-- Material for the task follows --

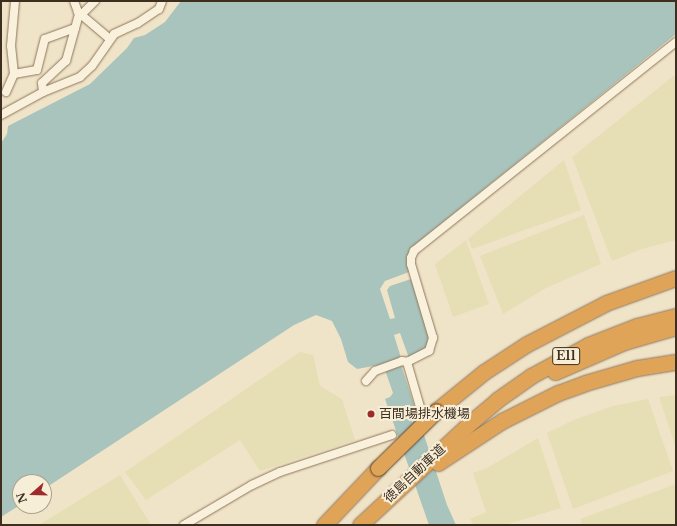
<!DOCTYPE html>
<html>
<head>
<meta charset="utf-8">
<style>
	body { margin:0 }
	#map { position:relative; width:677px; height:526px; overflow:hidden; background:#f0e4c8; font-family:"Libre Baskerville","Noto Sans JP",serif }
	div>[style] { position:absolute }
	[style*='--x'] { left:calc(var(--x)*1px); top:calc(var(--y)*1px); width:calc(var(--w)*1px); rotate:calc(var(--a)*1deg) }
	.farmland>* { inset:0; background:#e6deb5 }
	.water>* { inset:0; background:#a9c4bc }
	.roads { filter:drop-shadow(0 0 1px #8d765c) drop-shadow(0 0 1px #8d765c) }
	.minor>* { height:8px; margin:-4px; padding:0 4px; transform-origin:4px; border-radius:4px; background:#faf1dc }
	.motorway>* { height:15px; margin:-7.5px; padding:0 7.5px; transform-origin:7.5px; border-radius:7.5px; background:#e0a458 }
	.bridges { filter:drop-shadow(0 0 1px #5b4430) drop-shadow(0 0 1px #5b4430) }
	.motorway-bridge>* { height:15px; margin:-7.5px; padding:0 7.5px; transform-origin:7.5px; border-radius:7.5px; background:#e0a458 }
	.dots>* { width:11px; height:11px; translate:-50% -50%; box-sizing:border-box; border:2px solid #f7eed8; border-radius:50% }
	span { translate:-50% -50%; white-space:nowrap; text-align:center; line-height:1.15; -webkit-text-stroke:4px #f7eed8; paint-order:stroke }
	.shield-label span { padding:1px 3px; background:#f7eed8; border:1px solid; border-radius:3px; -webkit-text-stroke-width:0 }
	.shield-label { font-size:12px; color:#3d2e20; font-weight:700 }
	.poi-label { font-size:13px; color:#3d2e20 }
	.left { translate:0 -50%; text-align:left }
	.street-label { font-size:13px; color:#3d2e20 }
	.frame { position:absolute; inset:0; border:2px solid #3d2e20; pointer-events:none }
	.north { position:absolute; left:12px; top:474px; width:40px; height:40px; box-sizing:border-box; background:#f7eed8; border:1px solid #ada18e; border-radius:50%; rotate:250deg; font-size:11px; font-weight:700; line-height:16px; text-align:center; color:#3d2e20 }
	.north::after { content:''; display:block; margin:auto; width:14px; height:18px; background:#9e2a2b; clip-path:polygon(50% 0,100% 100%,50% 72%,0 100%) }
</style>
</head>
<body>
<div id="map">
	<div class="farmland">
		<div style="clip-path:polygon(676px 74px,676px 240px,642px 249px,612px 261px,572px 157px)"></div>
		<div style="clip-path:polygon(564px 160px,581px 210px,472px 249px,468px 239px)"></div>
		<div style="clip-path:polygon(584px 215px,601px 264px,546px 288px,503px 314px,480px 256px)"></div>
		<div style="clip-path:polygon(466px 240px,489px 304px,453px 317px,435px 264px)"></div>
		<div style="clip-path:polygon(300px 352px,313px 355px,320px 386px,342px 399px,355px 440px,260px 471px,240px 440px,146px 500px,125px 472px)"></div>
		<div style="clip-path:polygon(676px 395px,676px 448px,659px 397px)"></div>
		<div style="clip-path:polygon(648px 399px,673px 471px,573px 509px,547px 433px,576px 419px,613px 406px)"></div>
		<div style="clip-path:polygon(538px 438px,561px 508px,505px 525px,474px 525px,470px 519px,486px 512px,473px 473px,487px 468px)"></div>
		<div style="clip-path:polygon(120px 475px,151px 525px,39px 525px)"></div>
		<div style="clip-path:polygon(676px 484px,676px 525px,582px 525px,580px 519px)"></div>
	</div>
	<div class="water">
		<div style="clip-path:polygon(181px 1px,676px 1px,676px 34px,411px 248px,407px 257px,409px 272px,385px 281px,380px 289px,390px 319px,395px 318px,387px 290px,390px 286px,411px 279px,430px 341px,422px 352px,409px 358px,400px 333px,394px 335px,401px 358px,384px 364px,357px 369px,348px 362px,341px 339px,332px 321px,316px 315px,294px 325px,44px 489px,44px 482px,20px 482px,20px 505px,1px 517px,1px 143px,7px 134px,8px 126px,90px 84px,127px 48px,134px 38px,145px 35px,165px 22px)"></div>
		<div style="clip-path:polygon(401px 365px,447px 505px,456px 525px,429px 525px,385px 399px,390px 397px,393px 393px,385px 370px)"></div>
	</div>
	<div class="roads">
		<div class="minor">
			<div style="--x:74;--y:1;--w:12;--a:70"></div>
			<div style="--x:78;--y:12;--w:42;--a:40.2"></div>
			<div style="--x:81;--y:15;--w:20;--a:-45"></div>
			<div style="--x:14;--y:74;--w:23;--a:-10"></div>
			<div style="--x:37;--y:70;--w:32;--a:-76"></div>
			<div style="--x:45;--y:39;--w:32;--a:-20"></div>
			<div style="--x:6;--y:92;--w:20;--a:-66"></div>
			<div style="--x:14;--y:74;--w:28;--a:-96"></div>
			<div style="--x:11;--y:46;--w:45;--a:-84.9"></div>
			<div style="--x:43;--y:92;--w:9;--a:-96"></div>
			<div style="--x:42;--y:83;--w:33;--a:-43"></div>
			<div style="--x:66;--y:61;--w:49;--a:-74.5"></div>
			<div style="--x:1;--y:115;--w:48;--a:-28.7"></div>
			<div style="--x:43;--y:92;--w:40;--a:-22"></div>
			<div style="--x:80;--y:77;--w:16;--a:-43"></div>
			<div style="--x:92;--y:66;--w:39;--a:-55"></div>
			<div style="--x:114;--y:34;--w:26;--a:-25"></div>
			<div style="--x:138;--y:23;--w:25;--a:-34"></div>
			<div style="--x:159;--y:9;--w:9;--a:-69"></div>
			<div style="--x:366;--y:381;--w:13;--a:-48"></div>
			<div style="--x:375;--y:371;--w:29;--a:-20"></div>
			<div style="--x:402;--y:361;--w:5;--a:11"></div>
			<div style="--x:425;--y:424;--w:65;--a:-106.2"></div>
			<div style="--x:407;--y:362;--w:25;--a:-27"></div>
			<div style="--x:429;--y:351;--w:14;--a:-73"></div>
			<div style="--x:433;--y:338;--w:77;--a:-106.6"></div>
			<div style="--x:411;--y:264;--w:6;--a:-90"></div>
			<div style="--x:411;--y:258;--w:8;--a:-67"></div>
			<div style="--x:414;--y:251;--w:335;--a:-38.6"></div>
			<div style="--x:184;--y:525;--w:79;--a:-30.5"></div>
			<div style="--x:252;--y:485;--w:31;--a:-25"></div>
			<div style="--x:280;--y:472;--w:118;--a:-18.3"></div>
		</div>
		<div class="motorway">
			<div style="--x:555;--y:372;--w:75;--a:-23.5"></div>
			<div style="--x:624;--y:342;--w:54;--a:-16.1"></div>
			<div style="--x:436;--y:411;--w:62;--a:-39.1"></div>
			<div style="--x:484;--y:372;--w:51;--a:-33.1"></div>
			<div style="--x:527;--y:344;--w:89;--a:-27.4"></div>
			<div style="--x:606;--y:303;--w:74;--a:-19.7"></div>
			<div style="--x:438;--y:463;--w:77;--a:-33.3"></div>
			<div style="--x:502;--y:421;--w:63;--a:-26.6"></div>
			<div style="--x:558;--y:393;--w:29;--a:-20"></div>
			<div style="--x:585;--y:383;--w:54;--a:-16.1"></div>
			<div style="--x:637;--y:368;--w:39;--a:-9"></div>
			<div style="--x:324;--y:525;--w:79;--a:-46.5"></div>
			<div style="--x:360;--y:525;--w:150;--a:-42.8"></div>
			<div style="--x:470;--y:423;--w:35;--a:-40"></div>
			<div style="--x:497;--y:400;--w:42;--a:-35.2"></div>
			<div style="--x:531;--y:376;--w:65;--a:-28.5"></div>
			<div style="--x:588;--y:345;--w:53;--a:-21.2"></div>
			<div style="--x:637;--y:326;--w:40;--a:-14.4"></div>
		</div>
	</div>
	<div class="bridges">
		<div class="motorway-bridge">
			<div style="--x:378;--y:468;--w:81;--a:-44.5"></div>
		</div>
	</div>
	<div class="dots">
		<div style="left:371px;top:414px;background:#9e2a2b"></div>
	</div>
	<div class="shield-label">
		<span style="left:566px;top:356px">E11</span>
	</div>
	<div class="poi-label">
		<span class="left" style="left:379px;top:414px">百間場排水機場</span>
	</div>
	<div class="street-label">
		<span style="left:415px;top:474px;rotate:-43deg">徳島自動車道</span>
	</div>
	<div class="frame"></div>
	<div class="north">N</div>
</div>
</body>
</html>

-- Material for the task concluded --

Exercise goal:
Take from the entries every line that has the string "webkit".

Answer space:
	span { translate:-50% -50%; white-space:nowrap; text-align:center; line-height:1.15; -webkit-text-stroke:4px #f7eed8; paint-order:stroke }
	.shield-label span { padding:1px 3px; background:#f7eed8; border:1px solid; border-radius:3px; -webkit-text-stroke-width:0 }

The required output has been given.